> [Dataset records]
────────────────────────────────────────

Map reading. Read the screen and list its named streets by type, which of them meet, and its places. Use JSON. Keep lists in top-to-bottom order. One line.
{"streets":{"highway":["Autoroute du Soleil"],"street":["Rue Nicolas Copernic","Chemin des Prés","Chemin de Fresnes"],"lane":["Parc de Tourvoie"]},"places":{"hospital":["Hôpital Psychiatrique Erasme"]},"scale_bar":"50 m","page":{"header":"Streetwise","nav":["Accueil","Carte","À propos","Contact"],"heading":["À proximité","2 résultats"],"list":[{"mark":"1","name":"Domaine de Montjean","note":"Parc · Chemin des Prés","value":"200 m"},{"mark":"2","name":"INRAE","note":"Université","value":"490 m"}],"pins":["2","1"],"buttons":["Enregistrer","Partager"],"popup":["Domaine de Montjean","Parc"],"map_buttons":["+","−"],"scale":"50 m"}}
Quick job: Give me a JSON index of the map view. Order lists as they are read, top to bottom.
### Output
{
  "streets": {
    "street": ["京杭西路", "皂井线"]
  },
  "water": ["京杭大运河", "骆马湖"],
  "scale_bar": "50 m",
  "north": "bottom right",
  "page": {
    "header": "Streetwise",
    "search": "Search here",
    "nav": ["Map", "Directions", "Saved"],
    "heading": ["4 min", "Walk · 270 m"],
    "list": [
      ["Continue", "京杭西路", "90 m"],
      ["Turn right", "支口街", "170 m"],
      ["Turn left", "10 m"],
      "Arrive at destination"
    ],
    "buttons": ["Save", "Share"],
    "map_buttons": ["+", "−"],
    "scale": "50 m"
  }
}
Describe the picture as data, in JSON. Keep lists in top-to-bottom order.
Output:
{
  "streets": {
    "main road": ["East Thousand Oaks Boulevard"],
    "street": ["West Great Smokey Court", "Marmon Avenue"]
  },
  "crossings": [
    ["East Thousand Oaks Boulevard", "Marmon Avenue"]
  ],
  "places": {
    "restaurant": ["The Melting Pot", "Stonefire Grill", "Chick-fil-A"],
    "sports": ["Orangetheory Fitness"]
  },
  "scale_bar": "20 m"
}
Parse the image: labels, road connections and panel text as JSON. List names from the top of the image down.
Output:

────────────────────────────────────────

> [Task details] Print every entry exactly as it appears.

> [Response]
Map reading. Read the screen and list its named streets by type, which of them meet, and its places. Use JSON. Keep lists in top-to-bottom order. One line.
{"streets":{"highway":["Autoroute du Soleil"],"street":["Rue Nicolas Copernic","Chemin des Prés","Chemin de Fresnes"],"lane":["Parc de Tourvoie"]},"places":{"hospital":["Hôpital Psychiatrique Erasme"]},"scale_bar":"50 m","page":{"header":"Streetwise","nav":["Accueil","Carte","À propos","Contact"],"heading":["À proximité","2 résultats"],"list":[{"mark":"1","name":"Domaine de Montjean","note":"Parc · Chemin des Prés","value":"200 m"},{"mark":"2","name":"INRAE","note":"Université","value":"490 m"}],"pins":["2","1"],"buttons":["Enregistrer","Partager"],"popup":["Domaine de Montjean","Parc"],"map_buttons":["+","−"],"scale":"50 m"}}
Quick job: Give me a JSON index of the map view. Order lists as they are read, top to bottom.
### Output
{
  "streets": {
    "street": ["京杭西路", "皂井线"]
  },
  "water": ["京杭大运河", "骆马湖"],
  "scale_bar": "50 m",
  "north": "bottom right",
  "page": {
    "header": "Streetwise",
    "search": "Search here",
    "nav": ["Map", "Directions", "Saved"],
    "heading": ["4 min", "Walk · 270 m"],
    "list": [
      ["Continue", "京杭西路", "90 m"],
      ["Turn right", "支口街", "170 m"],
      ["Turn left", "10 m"],
      "Arrive at destination"
    ],
    "buttons": ["Save", "Share"],
    "map_buttons": ["+", "−"],
    "scale": "50 m"
  }
}
Describe the picture as data, in JSON. Keep lists in top-to-bottom order.
Output:
{
  "streets": {
    "main road": ["East Thousand Oaks Boulevard"],
    "street": ["West Great Smokey Court", "Marmon Avenue"]
  },
  "crossings": [
    ["East Thousand Oaks Boulevard", "Marmon Avenue"]
  ],
  "places": {
    "restaurant": ["The Melting Pot", "Stonefire Grill", "Chick-fil-A"],
    "sports": ["Orangetheory Fitness"]
  },
  "scale_bar": "20 m"
}
Parse the image: labels, road connections and panel text as JSON. List names from the top of the image down.
Output:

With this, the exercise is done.